No, he's not in my ward. But he goes to my BUILDING. And so he could possibly be listening in the foyer or something, and if I make a fool of myself, and he makes fun of me on monday, He'll not only be ugly pants boy, he'll be ugly-pants-lame-talk boy. His name could potentially get very long at that rate. And so, in order to save myself from having to repeat such a large number of words over and over, my resolve is to never embarrass myself in front of him again.

And guess what else. My topic:

chastity.

Euuch.

Maybe I should talk about french kissing?

because I definitely am not going to talk about anything further along than that, chastity-wise.

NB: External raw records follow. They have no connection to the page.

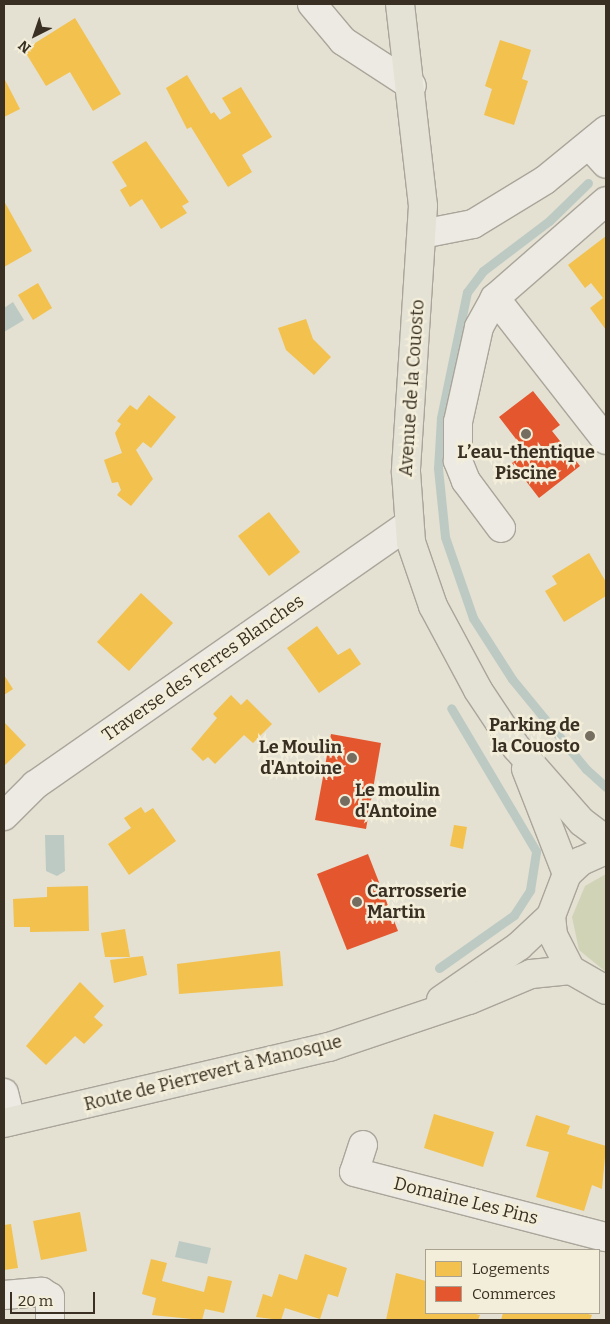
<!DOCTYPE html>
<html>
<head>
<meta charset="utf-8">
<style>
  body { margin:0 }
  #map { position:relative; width:610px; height:1324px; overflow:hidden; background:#e4e0d2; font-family:Bitter,serif }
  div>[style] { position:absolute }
  .green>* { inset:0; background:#d0d3b6 }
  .water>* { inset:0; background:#bccac3 }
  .homes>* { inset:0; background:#f2c14e }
  .shops>* { inset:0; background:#e4572e }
  .stream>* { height:9px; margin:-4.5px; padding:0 4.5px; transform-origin:4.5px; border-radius:4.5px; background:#bccac3 }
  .roads { filter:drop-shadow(1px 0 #aaa59a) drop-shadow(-1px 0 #aaa59a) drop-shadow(0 1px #aaa59a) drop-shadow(0 -1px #aaa59a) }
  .minor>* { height:28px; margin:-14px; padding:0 14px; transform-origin:14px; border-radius:14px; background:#eceae3 }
  .major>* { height:28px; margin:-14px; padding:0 14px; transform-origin:14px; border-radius:14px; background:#e4e1d5 }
  .dots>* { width:14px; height:14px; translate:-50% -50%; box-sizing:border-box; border:2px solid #f3eeda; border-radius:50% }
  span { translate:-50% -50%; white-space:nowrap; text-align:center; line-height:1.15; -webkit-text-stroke:5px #f3eeda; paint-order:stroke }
  .street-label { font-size:18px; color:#392f22 }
  .poi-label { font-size:18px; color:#392f22; font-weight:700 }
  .right { translate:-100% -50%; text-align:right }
  .left { translate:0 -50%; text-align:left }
  .frame { position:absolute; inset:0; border:5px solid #392f22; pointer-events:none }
  .legend { position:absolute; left:425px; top:1249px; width:175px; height:65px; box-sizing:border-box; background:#f3eeda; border:1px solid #a9a290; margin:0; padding:6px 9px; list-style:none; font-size:15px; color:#392f22 }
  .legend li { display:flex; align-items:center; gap:10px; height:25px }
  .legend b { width:25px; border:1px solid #a9a290 }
  .north { position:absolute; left:10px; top:10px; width:50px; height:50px; -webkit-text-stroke:4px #f3eeda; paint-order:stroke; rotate:221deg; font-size:14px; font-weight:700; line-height:20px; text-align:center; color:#392f22 }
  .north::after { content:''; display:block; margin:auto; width:18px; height:22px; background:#392f22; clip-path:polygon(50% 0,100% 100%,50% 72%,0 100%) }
  .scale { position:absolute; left:10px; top:1292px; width:85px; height:22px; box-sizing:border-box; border:2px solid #392f22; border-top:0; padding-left:6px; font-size:15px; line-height:18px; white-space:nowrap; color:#392f22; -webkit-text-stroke:4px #f3eeda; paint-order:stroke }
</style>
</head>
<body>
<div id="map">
  <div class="green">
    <i style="clip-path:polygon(606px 874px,606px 972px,579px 950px,572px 917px,585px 886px)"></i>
  </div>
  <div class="water">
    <i style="clip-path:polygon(13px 302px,24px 320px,4px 332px,4px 308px)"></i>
    <i style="clip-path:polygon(45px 835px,64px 835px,65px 871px,57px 876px,46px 871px)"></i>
    <i style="clip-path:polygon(179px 1241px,211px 1248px,207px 1264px,175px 1257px)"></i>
  </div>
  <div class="homes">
    <i style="clip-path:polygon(75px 18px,121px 94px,93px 111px,70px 72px,46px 86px,24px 50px)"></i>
    <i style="clip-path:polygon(500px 40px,531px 50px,522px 79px,528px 81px,514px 125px,484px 115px,492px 89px,485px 86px)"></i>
    <i style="clip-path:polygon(187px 75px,211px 114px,214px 112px,220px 120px,231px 113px,222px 98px,241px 87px,272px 137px,242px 155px,252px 172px,228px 187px,191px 127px,187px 129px,166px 88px)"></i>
    <i style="clip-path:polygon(4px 78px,20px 109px,4px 117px)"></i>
    <i style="clip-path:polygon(146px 141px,189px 202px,182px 206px,187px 213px,161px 229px,142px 199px,130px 207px,120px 190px,127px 186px,112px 162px)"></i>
    <i style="clip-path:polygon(4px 201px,32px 251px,4px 267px)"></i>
    <i style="clip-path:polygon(606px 236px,606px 330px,590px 308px,603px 298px,591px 283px,585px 288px,568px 265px)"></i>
    <i style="clip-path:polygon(38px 283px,52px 308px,33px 320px,18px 295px)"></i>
    <i style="clip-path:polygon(306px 319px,313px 339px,331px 357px,314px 375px,286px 350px,278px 328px)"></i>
    <i style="clip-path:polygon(149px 395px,176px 417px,151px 448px,143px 442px,136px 450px,153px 479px,131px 506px,117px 495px,121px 490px,118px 482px,112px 483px,104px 460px,122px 453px,115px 433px,121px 424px,117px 421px,130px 405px,137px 410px)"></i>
    <i style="clip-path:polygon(269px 512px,300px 552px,269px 576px,238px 536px)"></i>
    <i style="clip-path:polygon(589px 553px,606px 582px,606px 596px,564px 622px,545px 591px,557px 584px,552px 576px)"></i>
    <i style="clip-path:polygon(141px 593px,173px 623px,129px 671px,97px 642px)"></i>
    <i style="clip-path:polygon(317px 626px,338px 655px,350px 648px,361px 664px,319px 693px,287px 648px)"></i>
    <i style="clip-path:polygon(4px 675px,13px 689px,4px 695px)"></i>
    <i style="clip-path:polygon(231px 695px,241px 705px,247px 699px,272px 724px,253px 743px,244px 735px,215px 764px,208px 757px,203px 761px,191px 749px,217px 718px,213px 714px)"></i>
    <i style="clip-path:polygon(4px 722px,26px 745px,4px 766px)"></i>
    <i style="clip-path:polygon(141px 807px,145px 813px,153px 808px,176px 841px,129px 875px,108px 844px,131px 828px,124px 818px)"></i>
    <i style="clip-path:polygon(454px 825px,467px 827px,463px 849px,450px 846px)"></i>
    <i style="clip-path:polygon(88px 886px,89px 931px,30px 932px,30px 927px,14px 927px,13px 899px,47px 897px,47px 887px)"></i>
    <i style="clip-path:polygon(125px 929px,130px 957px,105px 957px,101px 933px)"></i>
    <i style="clip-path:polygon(280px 951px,283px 986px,179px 994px,177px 964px)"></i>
    <i style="clip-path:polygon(143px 956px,147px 975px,114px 983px,110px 960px)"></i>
    <i style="clip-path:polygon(80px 982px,104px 1006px,94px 1017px,103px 1025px,84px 1044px,75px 1036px,46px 1065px,26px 1046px)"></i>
    <i style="clip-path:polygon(434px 1114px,494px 1132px,483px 1167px,424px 1148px)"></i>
    <i style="clip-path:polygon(536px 1115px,570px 1126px,567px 1134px,606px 1146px,602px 1189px,592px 1185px,584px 1211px,536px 1197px,549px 1152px,526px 1146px)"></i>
    <i style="clip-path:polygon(80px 1212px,87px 1251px,41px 1260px,33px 1221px)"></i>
    <i style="clip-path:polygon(11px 1224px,18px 1268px,4px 1270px,4px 1225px)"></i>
    <i style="clip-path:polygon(305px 1254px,347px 1268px,338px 1297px,328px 1294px,320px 1319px,285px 1308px,281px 1320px,256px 1317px,263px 1294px,272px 1297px,279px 1274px,297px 1280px)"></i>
    <i style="clip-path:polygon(151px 1259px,167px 1263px,162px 1281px,204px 1292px,208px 1276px,232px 1281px,224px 1313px,205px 1309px,202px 1320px,152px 1315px,156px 1298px,142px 1294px)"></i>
    <i style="clip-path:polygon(396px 1273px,426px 1281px,426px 1313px,471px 1313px,480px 1315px,478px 1320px,386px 1320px)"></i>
    <i style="clip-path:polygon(503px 1313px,584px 1313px,592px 1315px,590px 1320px,501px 1320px)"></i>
  </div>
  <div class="shops">
    <i style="clip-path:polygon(533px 391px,560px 425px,552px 431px,580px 466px,539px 498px,512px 463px,526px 452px,499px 417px)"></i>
    <i style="clip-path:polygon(331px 734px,381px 743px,366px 829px,315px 820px)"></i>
    <i style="clip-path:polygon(368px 854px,398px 931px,347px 950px,317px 874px)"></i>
  </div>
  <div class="stream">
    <i style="left:588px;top:183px;width:54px;rotate:135.7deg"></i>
    <i style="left:549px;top:221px;width:83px;rotate:142.9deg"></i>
    <i style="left:483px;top:271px;width:26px;rotate:127deg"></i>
    <i style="left:467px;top:292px;width:129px;rotate:101.7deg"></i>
    <i style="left:441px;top:418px;width:50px;rotate:93.4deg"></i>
    <i style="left:438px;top:468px;width:69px;rotate:84.2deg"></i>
    <i style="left:445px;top:537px;width:86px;rotate:70.9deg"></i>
    <i style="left:473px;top:618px;width:72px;rotate:57.4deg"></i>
    <i style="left:512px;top:679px;width:117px;rotate:50.6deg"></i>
    <i style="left:586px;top:769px;width:27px;rotate:42deg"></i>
    <i style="left:439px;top:968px;width:92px;rotate:-35.2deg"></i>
    <i style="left:514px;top:915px;width:30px;rotate:-57deg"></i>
    <i style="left:530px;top:890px;width:39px;rotate:-81deg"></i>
    <i style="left:536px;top:851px;width:166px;rotate:-120.7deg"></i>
  </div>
  <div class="roads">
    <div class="minor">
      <i style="left:312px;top:4px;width:48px;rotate:50deg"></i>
      <i style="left:343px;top:41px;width:82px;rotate:33.1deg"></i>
      <i style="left:589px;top:145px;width:25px;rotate:48deg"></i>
      <i style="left:422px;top:234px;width:52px;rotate:-11.1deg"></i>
      <i style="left:473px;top:224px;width:84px;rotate:-31.4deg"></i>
      <i style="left:545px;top:180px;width:79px;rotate:-39.3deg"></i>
      <i style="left:495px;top:298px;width:180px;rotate:52deg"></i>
      <i style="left:501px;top:528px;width:59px;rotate:-126.7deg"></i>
      <i style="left:466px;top:481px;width:22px;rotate:-112deg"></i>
      <i style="left:458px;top:461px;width:39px;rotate:-90deg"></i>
      <i style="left:458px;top:422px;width:97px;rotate:-77.5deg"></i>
      <i style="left:479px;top:327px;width:33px;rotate:-61deg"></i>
      <i style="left:495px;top:298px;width:147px;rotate:-41.1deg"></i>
      <i style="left:4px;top:816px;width:44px;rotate:-45deg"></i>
      <i style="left:35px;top:785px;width:455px;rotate:-34.9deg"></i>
      <i style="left:4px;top:1093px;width:29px;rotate:76deg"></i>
      <i style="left:363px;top:1145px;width:28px;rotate:108deg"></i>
      <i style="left:354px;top:1172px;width:260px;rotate:14.5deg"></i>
      <i style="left:4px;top:1295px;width:38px;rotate:-5deg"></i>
      <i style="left:42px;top:1292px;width:9px;rotate:32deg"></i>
      <i style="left:50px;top:1297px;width:23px;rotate:90deg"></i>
    </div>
    <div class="major">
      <i style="left:400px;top:4px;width:203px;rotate:83.5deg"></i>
      <i style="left:423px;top:206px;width:267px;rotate:93.7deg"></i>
      <i style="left:406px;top:472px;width:70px;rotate:85.9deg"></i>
      <i style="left:411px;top:542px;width:68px;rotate:71deg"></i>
      <i style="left:433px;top:606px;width:95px;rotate:61.8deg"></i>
      <i style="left:478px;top:690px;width:69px;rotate:56.3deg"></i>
      <i style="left:516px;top:747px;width:100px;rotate:48.7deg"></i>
      <i style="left:582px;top:822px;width:30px;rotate:37deg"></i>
      <i style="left:526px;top:769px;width:113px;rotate:68.7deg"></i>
      <i style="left:606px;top:850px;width:27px;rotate:156deg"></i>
      <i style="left:581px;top:861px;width:19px;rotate:137deg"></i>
      <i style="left:567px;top:874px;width:45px;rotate:110.9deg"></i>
      <i style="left:551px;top:916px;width:19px;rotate:84deg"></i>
      <i style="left:553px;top:935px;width:39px;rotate:63deg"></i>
      <i style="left:571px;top:970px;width:40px;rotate:29.7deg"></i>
      <i style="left:441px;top:1000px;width:95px;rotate:-34.7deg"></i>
      <i style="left:519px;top:946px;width:44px;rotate:-43.2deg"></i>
      <i style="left:4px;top:1123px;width:334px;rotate:-13.2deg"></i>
      <i style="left:329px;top:1047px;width:148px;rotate:-18.6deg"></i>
      <i style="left:469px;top:1000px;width:67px;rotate:-22.8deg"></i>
      <i style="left:531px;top:974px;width:40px;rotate:-5.7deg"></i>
    </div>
  </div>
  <div class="dots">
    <i style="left:526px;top:434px;background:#756d60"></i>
    <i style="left:590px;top:736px;background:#756d60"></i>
    <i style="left:352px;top:758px;background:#756d60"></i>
    <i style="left:345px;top:801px;background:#756d60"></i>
    <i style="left:357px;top:902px;background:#756d60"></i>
  </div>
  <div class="street-label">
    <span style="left:412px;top:388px;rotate:-86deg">Avenue de la Couosto</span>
    <span style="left:203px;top:668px;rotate:-35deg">Traverse des Terres Blanches</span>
    <span style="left:213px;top:1073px;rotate:-14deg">Route de Pierrevert à Manosque</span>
    <span style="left:466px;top:1201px;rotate:14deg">Domaine Les Pins</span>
  </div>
  <div class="poi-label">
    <span style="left:526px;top:463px">L’eau-thentique<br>Piscine</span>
    <span class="right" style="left:580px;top:736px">Parking de<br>la Couosto</span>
    <span class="right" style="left:342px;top:758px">Le Moulin<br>d'Antoine</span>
    <span class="left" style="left:355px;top:801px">Le moulin<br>d'Antoine</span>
    <span class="left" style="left:367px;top:902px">Carrosserie<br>Martin</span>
  </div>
  <div class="frame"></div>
  <ul class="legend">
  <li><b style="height:14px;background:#f2c14e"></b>Logements</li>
  <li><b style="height:14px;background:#e4572e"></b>Commerces</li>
  </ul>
  <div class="north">N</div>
  <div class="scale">20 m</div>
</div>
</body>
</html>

I know. I'll do that one scripture in Isaiah that Marcie showed me once... the one about the drawing the toungue out the mouth. We giggled for a while over that one.

And I think my mom told me once that President Kimball talked on it...

No. Then he'll be ugly-pants-embarrassing-french-kiss-talk boy. And a boy should definitely not have something morally unclean in his nickname.

I think I'll have to stick to the topic of holding hands.

OK. I am so pathetic. I can't even spell the word s-e-x without blushing
furiously. I DESERVE the name Molly.

I'll just have to steel myself and not look at anyone in the eye, especially not my Dad who can't spell S-E-X either... when he finally got around to giving me "the talk," I was 13. And he said Peanut Butter instead of S-E-X, as a kind of wierd code word for it, because he was so embarrassed. Why he chose Peanut Butter and not something more pertinent like Stiletto Heels, I don't know.

But to this day, I feel guilty whenever I eat a PBJ.

Maybe I should say a prayer. Do you think Heavenly Father laughs at pathetic Mollyness or do you think He's understanding?

My mom would say He's understanding if I asked her. But she would also laugh at me if I based my sacrament meeting talk around condiments because I'm too embarrased to say the S word. So there you go.